Vermont landlords “may be held liable for exposing their tenants to unreasonable risks of harm in the leased premises, whether or not they retain ‘control’ of the dangerous condition.”  Favreau v. Miller, 156 Vt. 222, 228, 591 A.2d 68, 72 (1991).  A landlord’s duty to maintain the premises is not the same as an employer’s duty to provide a safe workplace for its employees.  Vella, 2003 VT 108, ¶ 14.  A landlord’s duty to maintain the premises is an “independent, personal duty.”  Id.

1 comment:

  1. How a two-judge dictum becomes “law”

    The “holding” of Favreau v Miller regarding control is pure dictum, joined by only two members of the Court. Favreau v. Miller, 156 Vt. 222, 228, 591 A.2d 68, 72 (1991). Ten years later, without discussion, it is law.

    Common law negligence liability could not be imposed by reason of ownership alone. See O’Brien v. Island Corp., 157 Vt. 135, 141 (1991). It is the landlord's duty to exercise reasonable care to maintain entrances and passageways retained in his control for the common use of tenants in multiple dwelling premises. However the landlord cannot be subject to liability, unless the landlord reserved control over the area where the injury occurred. O'Brien v. Island Corp., 157 Vt. 135, 139 (1991) Waite v. Brown, 132 Vt. 20, 25, 312 A.2d 915, 916 (1973); Smith v. Monmaney, 127 Vt. 585, 588, 255 A.2d 674, 676 (1969); Cameron v. Abatiell, 127 Vt. 111, 119, 241 A.2d 310, 315-16 (1968).

    Control or possession as a limitation on landlord liability reflects a broader, general principle of negligence law. E.g. Grann v. Green Mountain Racing Corp., 150 Vt. 232, 551 A.2d 1202 (1988)(issue whether racetrack or concessionaire in control of area where plaintiff slipped and fell); Crosby v. Great Atlantic & Pacific Tea Co., 143 Vt. 537, 538, 468 A.2d 567, 568 (1983) (“Absence of ownership or control is a defense in a negligence case....”); Garafano v. Neshobe Beach Club, 126 Vt. 566, 574-575 (1967) (“In fact, such liability depends upon control, rather than ownership, of the premises”).
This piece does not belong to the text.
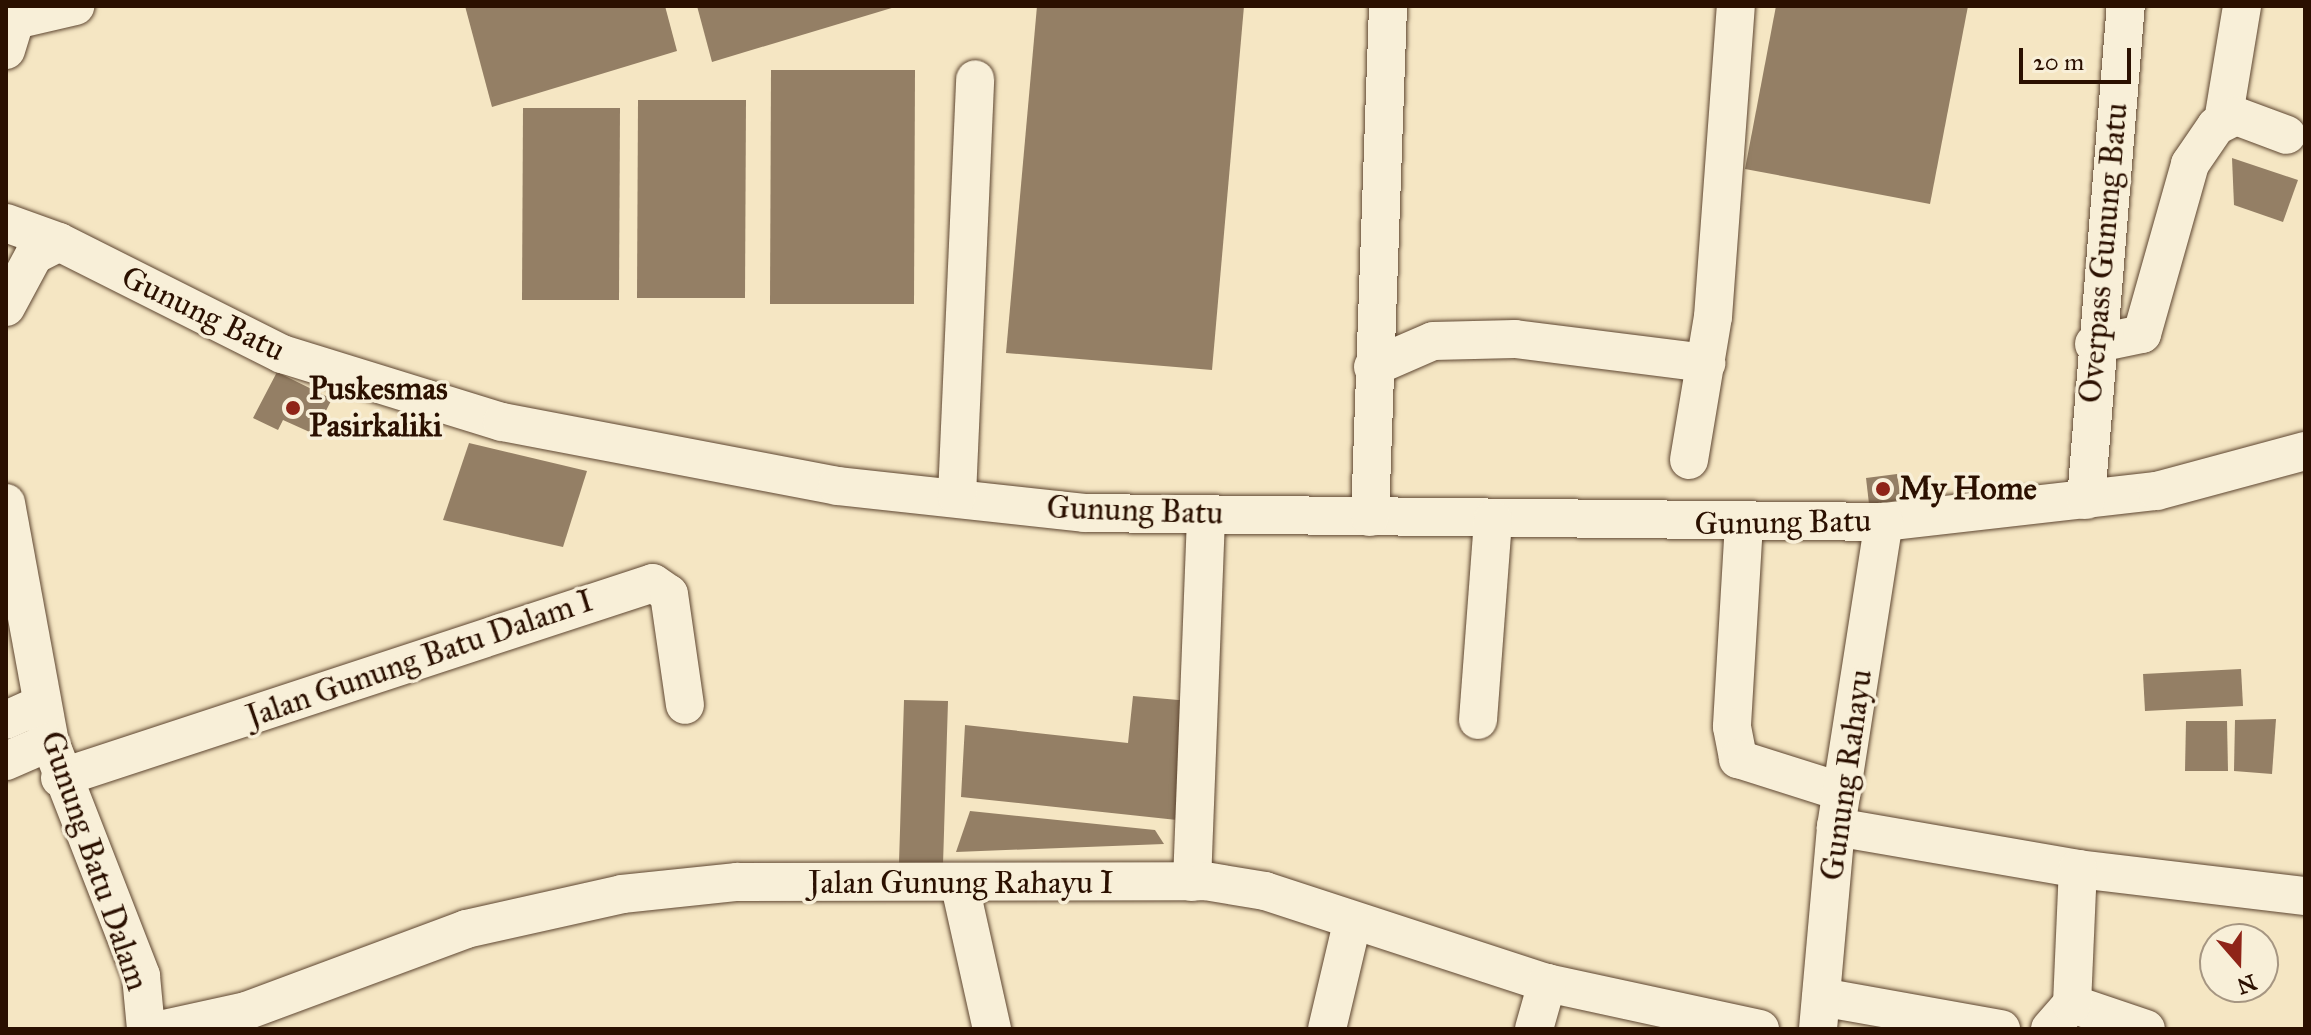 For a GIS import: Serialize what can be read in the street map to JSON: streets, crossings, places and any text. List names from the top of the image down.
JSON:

    On March 19, 1984, Pamela Favreau fell down an interior stairway in her apartment, dislocating her hip. Because Favreau fell inside the apartment, the landlord arguably enjoyed immunity under the common law conrtol test. Nevertheless, the landlord did not raise this issue and agreed to submit the case to the jury under a charge that said, “Where a landlord has notice, or with due diligence should have known of a condition dangerous to the safety of tenants, he is required to use ordinary care to make the property safe. Favreau v. Miller, 156 Vt. at 225.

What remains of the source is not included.